È una specie di mantra, di apriti sesamo, di parola d’ordine all’ingresso in casa dei bambini.
Corrono in camera, si tolgono le scarpe, le portano nella scarpiera, e poi in bagno dove troneggia tutto il loro armamentario per lavare le mani.
Che non è mica solo la saponetta, no, sarebbe troppo facile.

credits: rufino_uribe

C’è la paperetta lavaunghie, una pistola a acqua, un minipony, una macchinina, il lavaggio delle mani al rientro a casa e prima di venire a tavola è un rito, che da semplice buona abitudine è diventato un vero e proprio gioco.
Spesso lungo.
Spesso molto lungo.
Spesso seguito da un cambio integrale di tutti gli indumenti, perché cosa vuoi farci, ti stai lavando le mani, può capitare di trovarsi le calze bagnate, i capelli da asciugare, sono cose che capitano.

Adoro sentire le loro piccole manine profumate di saponetta. Senza farla diventare una mania, ma una semplice buona regola di igiene come ce ne sono molte altre, mi piace sentire sui loro palmi quell’umido fresco e profumato poco asciugato del lavaggio appena compiuto.

È risaputo che lavare le mani è importante per prevenire molte malattie. Non solo nei paesi del sud del mondo, dove il concetto stesso di igiene è messo in discussione dall’assenza degli strumenti elementari per poterlo concretizzare. Sto parlando dell’Italia, di Milano-Roma-Bologna-Catania-ovunque, lavarsi le mani è importante.

Sarà che ho passato il loro primi 3 anni alle prese con gastroenteriti e rotavirus di ogni tipo, abbracciata ai fermenti lattici, ai sali minerali di reintegro e al numero di telefono della pediatra.

Sarà perché prima c’era il mondo del parchetto – con tutto il suo sottobosco di sassi, foglie, chupachups condivisi, terra da scavare, alberi su cui arrampicarsi e di fronte a simili avventure l’Amuchina lavamani che tenevi in borsa sembrava guardarti sconsolata e dirti “ma cosa vuoi che ci faccia io?” – e ora c’è il mondo dell’asilo e della scuola, e quello che trovi sotto le loro unghie microscopiche ha un colore che non hai mai visto e se lo portano via quelli di x-files per vedere se ci trovano forme di vita alternative.

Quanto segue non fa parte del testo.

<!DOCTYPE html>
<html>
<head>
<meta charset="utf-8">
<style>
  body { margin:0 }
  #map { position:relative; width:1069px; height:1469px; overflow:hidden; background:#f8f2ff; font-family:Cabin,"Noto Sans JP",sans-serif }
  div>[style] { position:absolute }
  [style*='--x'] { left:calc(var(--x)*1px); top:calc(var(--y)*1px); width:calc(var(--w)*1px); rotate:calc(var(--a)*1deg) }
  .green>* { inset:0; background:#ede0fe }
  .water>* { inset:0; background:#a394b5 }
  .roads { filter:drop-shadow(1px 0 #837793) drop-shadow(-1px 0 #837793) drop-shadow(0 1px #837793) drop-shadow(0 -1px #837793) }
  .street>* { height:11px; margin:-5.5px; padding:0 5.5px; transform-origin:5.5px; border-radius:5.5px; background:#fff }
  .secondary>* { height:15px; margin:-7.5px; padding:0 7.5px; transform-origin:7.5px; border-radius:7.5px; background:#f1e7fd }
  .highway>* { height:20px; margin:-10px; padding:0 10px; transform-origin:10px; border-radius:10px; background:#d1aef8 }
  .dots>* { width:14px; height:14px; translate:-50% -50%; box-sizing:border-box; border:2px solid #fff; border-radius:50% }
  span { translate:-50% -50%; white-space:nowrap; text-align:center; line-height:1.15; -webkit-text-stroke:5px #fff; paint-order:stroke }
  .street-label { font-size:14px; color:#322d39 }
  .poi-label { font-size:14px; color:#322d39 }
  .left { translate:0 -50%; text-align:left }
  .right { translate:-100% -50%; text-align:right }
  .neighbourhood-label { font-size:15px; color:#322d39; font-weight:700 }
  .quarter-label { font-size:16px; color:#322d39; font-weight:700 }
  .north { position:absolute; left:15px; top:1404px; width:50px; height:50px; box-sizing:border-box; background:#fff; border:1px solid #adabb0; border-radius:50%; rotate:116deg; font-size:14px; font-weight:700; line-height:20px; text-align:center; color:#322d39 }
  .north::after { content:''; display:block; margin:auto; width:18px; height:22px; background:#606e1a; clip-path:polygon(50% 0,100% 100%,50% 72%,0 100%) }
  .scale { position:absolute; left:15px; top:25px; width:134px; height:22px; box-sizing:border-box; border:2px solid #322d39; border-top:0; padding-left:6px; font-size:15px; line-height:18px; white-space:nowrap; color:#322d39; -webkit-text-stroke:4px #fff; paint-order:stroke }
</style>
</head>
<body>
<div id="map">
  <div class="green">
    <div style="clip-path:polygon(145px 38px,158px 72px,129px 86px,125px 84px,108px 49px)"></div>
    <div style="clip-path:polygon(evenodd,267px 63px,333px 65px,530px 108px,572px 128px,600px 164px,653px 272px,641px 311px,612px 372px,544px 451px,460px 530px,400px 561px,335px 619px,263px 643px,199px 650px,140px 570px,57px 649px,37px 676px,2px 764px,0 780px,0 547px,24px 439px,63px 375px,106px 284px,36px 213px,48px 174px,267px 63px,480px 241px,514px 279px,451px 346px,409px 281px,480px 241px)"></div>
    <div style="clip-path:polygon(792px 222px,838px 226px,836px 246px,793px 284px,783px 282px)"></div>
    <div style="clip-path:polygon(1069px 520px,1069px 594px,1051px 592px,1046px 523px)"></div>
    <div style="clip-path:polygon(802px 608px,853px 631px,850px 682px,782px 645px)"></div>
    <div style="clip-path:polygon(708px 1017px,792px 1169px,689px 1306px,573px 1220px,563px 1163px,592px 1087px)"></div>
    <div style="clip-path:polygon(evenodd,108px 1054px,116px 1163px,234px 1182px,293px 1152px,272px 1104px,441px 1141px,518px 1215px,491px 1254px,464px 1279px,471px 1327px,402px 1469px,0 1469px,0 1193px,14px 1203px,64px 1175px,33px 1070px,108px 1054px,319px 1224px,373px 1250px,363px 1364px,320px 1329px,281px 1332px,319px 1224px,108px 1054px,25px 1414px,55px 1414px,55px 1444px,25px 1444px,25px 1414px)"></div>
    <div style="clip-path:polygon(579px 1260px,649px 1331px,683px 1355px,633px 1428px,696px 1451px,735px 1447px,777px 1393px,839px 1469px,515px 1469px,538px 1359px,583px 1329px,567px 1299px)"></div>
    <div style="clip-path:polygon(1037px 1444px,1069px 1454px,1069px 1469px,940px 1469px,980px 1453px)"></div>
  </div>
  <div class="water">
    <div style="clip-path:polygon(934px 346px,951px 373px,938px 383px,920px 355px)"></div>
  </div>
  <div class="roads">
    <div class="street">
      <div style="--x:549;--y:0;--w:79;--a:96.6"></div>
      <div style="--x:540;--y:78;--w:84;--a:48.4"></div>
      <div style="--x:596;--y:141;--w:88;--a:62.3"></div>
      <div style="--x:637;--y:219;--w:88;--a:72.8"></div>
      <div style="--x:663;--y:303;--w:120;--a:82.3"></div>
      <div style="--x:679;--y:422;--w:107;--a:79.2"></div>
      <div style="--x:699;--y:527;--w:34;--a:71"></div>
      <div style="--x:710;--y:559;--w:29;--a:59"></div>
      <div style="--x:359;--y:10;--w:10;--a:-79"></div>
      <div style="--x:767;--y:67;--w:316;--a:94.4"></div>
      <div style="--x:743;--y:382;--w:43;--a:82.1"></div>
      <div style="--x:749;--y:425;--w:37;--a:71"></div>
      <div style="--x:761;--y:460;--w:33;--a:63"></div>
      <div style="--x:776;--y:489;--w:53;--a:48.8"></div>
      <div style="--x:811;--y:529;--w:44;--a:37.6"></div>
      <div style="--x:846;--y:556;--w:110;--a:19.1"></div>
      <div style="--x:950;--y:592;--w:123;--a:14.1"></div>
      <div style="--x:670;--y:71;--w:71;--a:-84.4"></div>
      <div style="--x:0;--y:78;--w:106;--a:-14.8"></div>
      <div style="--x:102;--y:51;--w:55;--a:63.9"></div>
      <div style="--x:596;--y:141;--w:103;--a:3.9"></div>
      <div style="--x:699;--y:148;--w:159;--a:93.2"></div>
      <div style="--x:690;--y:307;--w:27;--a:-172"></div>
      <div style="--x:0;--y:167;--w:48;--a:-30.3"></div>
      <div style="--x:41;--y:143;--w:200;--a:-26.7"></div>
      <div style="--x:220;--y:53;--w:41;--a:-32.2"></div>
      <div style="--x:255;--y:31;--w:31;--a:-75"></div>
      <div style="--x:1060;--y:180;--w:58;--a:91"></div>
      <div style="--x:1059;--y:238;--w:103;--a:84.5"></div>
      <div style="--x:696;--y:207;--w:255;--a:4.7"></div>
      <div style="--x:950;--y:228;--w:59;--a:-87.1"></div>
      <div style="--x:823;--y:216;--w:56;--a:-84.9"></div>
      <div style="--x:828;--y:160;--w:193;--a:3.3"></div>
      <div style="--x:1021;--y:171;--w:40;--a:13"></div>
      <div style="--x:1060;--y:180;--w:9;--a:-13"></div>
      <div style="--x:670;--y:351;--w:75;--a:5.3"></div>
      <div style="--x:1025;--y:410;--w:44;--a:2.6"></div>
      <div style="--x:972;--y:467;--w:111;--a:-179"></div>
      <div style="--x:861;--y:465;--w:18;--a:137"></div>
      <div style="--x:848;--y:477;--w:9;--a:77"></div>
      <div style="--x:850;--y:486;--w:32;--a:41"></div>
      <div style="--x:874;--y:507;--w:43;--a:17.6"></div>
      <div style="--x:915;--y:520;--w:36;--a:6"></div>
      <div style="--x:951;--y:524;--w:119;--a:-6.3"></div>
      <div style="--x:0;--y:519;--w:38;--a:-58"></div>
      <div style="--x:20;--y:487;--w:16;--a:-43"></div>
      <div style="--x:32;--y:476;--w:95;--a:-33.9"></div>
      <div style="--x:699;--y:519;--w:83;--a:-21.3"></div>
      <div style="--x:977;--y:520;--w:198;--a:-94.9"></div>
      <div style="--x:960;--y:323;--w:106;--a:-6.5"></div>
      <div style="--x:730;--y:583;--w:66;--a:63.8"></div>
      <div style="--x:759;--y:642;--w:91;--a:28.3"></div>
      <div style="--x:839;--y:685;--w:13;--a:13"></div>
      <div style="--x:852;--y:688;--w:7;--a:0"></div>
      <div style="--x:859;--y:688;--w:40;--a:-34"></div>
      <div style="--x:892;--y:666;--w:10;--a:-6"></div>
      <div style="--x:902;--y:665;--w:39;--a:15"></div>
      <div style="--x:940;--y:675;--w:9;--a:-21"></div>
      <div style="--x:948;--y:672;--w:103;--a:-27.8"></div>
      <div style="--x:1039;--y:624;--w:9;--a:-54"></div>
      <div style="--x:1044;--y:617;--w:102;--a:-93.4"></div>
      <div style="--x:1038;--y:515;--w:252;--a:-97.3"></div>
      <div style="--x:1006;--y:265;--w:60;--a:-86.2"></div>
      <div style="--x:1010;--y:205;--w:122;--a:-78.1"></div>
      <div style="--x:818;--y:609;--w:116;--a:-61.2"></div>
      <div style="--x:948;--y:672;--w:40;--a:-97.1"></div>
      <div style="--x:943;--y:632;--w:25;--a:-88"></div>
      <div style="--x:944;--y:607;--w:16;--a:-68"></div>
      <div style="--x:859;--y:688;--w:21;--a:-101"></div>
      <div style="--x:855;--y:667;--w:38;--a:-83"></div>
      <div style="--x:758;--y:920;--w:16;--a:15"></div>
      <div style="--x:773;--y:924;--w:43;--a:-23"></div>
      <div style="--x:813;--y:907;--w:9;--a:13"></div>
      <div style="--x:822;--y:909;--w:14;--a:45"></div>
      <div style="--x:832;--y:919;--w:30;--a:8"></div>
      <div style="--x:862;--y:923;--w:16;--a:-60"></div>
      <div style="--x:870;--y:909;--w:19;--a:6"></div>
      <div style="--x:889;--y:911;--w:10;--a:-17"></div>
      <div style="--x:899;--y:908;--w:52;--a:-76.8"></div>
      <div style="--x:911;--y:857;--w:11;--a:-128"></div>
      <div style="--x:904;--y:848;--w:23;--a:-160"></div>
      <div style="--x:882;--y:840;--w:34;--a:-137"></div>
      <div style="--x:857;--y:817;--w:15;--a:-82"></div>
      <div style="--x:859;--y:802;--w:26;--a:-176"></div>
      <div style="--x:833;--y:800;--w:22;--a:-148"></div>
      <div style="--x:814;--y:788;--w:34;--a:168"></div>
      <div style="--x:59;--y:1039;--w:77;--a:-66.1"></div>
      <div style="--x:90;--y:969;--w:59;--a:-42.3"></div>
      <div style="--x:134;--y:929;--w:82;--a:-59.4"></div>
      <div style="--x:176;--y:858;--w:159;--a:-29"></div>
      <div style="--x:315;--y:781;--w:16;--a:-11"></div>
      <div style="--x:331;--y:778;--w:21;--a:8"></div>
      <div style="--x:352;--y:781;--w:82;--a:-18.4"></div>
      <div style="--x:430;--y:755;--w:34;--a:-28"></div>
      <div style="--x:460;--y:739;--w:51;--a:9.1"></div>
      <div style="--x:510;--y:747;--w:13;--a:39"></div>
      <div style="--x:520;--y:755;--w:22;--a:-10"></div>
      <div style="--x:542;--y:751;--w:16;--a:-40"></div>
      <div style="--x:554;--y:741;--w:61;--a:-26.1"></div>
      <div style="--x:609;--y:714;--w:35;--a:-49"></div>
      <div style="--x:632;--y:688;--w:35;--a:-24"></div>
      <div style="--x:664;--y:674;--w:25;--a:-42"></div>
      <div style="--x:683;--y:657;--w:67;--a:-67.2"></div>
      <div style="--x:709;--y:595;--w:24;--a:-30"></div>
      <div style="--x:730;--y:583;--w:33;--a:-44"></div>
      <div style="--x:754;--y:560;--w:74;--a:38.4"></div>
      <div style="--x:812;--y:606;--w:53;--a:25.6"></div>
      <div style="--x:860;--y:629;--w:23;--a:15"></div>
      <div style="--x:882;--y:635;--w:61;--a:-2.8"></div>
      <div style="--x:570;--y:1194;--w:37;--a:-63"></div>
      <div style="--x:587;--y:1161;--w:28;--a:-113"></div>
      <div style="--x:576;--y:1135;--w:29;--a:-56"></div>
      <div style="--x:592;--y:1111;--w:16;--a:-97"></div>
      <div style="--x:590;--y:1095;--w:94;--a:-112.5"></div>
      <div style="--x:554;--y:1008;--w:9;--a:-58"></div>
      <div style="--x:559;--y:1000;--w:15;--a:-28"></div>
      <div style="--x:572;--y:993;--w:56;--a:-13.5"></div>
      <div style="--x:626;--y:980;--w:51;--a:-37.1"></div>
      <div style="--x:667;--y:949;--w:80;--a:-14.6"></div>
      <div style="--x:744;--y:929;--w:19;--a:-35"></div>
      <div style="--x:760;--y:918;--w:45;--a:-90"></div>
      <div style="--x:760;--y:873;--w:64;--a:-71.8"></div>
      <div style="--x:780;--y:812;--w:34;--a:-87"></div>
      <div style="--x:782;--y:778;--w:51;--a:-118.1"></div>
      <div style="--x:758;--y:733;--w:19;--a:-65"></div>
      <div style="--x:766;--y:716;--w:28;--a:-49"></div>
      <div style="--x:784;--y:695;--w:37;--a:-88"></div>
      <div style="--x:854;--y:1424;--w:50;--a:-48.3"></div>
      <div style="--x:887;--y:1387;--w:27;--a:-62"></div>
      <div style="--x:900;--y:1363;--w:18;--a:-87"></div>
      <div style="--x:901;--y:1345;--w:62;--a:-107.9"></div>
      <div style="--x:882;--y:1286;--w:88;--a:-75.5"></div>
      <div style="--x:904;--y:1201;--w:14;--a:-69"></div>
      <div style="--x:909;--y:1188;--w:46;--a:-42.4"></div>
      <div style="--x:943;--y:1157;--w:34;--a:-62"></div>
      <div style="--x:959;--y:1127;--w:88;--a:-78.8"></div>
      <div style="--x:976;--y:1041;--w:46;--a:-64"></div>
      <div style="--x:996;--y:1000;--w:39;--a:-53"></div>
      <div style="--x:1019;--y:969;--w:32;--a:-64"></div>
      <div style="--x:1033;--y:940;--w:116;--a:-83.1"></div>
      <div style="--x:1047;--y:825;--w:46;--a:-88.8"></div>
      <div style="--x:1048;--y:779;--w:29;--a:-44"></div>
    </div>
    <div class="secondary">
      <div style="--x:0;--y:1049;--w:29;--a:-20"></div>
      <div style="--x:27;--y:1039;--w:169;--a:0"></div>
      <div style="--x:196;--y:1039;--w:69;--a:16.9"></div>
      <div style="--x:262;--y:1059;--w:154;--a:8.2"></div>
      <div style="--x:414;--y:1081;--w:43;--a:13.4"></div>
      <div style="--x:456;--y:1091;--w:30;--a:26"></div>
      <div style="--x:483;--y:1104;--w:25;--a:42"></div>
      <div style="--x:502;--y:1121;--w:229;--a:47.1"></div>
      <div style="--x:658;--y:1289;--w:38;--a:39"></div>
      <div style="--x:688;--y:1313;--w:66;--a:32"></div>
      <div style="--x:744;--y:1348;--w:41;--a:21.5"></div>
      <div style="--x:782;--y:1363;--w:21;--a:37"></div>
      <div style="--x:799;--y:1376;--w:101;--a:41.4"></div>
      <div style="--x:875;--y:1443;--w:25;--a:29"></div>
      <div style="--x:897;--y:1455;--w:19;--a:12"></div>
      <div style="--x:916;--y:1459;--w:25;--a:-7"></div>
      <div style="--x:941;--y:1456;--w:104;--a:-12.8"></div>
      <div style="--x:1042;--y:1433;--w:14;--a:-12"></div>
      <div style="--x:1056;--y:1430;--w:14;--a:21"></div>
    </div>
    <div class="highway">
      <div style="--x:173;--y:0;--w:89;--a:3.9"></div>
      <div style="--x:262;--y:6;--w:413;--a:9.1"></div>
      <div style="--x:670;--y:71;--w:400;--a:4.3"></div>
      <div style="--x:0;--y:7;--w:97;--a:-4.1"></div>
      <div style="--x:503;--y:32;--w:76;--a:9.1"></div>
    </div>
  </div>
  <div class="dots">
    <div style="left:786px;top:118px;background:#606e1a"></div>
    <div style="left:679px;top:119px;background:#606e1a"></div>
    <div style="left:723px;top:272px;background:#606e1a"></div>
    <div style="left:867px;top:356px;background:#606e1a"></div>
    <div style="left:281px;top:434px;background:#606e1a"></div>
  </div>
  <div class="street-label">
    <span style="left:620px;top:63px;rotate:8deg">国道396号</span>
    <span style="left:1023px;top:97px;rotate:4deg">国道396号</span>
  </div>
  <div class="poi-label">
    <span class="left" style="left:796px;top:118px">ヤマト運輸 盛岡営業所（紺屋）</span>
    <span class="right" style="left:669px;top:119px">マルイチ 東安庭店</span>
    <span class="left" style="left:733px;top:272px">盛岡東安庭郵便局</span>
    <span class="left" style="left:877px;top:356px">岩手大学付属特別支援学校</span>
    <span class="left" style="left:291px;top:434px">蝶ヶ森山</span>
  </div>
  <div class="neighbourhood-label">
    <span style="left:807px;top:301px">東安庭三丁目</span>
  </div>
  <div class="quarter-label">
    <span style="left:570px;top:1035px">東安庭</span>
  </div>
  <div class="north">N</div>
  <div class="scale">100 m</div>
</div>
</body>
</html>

Sarà che anche imparare le consuetudini dell’igiene e dell’educazione è una forma di rispetto nei confronti di se stessi e degli altri e che fa parte di quel senso di crescita e di indipendenza che dall’imposizione dall’alto diventa normale gesto quotidiano, come vestirsi per uscire, salutare le persone che si conoscono, essere educati.

Il 15 ottobre era il Global Handwashing Day e forse la celebrazione è passata inosservata, ma sono certa, anche se non lo ricordo con precisione, che abbiamo certamente onorato la giornata a dovere, con uno di quei lavaggi di mani da 15 minuti e annessa lavatrice a seguire e riordino del bagno e asciugatura dei capelli.

Perché per noi lavare le mani è una cosa seria.